In our simulation, the PV panel initially operates under normal conditions with a voltage of approximately 282 V. At a specific point, a fault is introduced by simulating short-circuited cells, resulting in a drop to 226 V. The fault is further escalated with additional disruptions occurring at 60 s and 90 s, each causing further reductions in panel voltage.
The full progression of the panel voltage under this simulated fault condition is depicted in
Figure 14, illustrating the gradual degradation of system performance due to cumulative cell failures.
4.11. Fault Dust
A frequent fault affecting photovoltaic (PV) panels is the accumulation of dust on the panel’s surface, which results in reduced light absorption. Dust particles obstruct and scatter incoming solar radiation, preventing it from efficiently reaching the photovoltaic cells. This reduction in effective irradiance leads to a decline in the panel’s conversion efficiency and, consequently, a significant drop in power output.
The presence of dust diminishes the amount of solar energy converted into electricity, directly impacting the energy yield of the PV system. The severity of the performance loss depends on the extent and density of the dust coverage, which can vary with environmental conditions and maintenance frequency. Over time, such degradation can noticeably lower the system’s overall energy production and operational efficiency.
In the simulated scenario, the PV system initially operates under normal conditions, generating approximately 75 kW of active power.
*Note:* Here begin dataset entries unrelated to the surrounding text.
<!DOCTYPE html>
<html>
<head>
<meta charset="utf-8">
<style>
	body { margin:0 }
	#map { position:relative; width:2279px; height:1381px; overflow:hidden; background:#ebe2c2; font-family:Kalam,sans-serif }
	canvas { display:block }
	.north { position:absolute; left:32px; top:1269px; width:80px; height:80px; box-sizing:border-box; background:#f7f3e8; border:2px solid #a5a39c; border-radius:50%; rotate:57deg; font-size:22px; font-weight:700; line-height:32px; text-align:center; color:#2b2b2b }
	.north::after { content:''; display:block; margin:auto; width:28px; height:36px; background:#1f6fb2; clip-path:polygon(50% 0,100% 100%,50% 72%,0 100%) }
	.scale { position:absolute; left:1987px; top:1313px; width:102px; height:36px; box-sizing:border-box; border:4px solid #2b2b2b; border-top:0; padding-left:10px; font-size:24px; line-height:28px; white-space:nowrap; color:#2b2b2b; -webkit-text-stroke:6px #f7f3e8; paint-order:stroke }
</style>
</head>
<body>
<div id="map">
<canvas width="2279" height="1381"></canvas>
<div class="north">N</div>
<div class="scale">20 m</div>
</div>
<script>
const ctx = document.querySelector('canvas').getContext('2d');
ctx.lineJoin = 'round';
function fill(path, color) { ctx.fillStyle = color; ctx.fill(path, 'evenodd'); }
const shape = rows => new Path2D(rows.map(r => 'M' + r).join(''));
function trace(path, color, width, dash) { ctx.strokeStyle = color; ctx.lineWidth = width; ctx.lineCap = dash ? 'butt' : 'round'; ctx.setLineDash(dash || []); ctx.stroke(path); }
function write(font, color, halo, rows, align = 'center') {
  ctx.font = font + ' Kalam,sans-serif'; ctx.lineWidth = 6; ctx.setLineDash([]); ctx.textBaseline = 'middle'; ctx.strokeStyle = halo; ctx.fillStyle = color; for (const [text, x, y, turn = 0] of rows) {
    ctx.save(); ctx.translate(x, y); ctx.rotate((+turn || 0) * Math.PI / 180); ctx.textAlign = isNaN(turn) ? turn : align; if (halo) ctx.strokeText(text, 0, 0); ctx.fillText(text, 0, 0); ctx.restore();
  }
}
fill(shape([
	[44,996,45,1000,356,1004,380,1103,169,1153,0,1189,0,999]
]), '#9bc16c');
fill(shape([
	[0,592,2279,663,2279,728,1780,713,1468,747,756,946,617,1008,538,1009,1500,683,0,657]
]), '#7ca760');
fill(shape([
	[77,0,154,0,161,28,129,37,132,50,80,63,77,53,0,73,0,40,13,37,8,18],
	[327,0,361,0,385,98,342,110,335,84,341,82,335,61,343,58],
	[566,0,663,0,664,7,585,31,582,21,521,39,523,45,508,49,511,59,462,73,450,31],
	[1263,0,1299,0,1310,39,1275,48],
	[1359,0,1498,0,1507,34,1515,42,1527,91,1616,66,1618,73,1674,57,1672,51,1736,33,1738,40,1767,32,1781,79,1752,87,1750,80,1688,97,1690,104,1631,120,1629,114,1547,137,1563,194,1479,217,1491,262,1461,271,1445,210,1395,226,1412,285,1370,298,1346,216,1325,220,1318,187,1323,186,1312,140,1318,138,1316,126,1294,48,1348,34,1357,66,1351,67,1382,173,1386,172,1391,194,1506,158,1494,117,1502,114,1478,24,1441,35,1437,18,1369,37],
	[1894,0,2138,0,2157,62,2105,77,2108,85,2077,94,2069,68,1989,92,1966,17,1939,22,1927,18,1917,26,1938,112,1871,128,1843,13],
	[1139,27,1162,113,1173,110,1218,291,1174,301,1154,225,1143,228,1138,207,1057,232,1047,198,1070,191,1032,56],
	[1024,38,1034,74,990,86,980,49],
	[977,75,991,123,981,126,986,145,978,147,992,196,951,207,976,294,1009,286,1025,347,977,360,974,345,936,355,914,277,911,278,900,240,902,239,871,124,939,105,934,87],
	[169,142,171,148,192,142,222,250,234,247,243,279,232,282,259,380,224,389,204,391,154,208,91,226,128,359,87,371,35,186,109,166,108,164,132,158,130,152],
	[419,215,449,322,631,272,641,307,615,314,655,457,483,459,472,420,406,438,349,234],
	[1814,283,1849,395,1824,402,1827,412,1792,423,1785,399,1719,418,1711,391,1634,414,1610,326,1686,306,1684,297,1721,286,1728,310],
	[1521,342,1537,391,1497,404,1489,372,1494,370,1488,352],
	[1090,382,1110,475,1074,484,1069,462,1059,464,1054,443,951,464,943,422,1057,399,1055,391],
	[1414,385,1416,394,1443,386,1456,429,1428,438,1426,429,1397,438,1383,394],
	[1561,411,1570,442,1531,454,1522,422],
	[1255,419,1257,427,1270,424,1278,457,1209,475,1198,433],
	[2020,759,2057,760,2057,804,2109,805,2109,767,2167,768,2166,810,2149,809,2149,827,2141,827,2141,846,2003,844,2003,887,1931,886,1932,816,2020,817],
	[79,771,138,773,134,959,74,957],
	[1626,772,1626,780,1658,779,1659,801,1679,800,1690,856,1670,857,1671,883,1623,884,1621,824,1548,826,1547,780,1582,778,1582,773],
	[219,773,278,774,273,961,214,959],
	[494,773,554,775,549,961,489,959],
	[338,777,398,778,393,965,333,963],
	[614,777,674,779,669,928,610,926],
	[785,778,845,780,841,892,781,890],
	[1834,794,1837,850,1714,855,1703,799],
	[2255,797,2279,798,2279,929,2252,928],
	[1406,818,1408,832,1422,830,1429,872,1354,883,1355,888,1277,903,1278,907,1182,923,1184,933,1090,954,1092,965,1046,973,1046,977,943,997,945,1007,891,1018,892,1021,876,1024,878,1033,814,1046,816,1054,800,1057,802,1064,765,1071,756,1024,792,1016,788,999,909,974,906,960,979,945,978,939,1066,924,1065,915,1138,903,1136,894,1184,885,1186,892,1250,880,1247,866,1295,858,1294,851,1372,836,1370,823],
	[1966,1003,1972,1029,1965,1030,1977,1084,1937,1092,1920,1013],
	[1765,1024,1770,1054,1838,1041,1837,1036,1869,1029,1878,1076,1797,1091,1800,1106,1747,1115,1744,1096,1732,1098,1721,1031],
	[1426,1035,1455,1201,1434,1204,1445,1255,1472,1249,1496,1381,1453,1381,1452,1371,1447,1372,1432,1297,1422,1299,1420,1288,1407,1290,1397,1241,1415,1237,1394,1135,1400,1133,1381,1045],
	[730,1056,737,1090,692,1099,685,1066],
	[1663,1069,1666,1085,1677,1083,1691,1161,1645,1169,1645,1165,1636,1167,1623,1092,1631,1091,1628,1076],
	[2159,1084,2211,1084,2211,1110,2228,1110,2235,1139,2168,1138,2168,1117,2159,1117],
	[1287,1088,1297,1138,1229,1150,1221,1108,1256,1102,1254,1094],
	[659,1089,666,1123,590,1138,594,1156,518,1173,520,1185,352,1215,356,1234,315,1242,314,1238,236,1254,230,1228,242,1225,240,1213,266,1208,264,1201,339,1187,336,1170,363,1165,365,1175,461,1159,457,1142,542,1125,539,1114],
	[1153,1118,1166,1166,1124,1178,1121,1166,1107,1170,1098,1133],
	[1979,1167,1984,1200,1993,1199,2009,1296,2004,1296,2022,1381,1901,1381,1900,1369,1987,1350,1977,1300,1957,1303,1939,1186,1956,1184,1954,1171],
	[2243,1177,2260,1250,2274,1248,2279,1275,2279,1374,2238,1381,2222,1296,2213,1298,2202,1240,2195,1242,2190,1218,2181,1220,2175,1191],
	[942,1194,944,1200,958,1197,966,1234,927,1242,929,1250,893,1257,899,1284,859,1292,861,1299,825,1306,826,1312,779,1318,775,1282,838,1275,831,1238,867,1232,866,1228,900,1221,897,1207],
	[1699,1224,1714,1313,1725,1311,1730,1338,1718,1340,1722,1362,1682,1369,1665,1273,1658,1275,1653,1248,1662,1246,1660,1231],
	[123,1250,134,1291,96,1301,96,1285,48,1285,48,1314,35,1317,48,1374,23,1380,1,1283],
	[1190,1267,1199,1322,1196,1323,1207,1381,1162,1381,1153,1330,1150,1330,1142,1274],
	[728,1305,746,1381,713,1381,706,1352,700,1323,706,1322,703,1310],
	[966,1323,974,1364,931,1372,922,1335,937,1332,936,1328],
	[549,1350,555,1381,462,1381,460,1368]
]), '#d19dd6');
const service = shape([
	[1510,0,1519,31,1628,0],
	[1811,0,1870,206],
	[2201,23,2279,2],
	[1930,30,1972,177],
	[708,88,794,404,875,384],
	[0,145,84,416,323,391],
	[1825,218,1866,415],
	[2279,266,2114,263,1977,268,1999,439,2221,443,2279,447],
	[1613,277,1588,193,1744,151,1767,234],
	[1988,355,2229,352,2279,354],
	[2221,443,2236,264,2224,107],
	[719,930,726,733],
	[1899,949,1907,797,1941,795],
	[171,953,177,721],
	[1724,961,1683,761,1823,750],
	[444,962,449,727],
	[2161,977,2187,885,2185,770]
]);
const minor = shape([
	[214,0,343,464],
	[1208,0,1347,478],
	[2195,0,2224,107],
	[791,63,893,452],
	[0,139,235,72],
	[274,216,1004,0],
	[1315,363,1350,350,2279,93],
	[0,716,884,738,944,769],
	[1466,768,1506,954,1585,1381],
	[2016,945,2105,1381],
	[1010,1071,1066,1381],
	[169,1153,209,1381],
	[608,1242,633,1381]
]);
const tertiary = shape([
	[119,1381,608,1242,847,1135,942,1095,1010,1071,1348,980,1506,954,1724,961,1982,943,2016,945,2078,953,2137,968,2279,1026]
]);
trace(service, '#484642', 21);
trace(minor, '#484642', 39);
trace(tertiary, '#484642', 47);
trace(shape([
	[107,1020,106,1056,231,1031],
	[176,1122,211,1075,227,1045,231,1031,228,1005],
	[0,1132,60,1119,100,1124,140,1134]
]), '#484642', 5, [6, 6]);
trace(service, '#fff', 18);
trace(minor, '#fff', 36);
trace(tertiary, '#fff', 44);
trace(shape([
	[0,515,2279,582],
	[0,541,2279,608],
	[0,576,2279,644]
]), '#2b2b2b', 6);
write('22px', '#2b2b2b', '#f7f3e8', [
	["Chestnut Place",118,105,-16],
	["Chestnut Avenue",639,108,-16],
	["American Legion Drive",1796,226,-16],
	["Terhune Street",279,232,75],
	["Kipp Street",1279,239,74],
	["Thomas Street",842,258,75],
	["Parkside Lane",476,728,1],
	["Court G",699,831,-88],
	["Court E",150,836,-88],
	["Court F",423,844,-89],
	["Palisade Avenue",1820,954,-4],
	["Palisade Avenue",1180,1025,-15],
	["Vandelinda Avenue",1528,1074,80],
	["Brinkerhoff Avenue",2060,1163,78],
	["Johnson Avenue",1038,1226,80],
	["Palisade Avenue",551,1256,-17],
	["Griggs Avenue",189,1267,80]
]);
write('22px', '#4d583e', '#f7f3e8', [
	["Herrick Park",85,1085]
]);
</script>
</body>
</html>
At the 30 s mark, the effect of dust accumulation is introduced, resulting in a reduction in power output to approximately 56 kW. The fault is further replicated at 60 s and 90 s, with each event causing additional degradation in power generation.
The progressive impact of dust accumulation on the system’s active power output is shown in
Figure 15, which indicates the declining trend in P over time, assuming that irradiance remains constant throughout the simulation.
4.12. Realistic Environmental Conditions
To evaluate algorithm performance under realistic operational conditions, we include a comprehensive cloudy day dataset spanning natural weather variations. Unlike the controlled attack scenarios, this dataset captures the inherent variability present in actual PV system operations, including gradual irradiance changes, cloud transients, and temperature fluctuations that occur during normal cloudy weather patterns. This profile is illustrated in
Figure 16.
The dataset contains 43,201 samples of normal PV system operation under variable cloudy conditions, representing the type of environmental challenges that anomaly detection algorithms must handle in real-world deployments. All samples are labeled as normal operation (label = 1), as no attacks or faults occur during this period.
The inclusion of this dataset addresses a significant gap in cybersecurity research, where algorithms often perform well under controlled conditions but fail when deployed in variable real-world environments.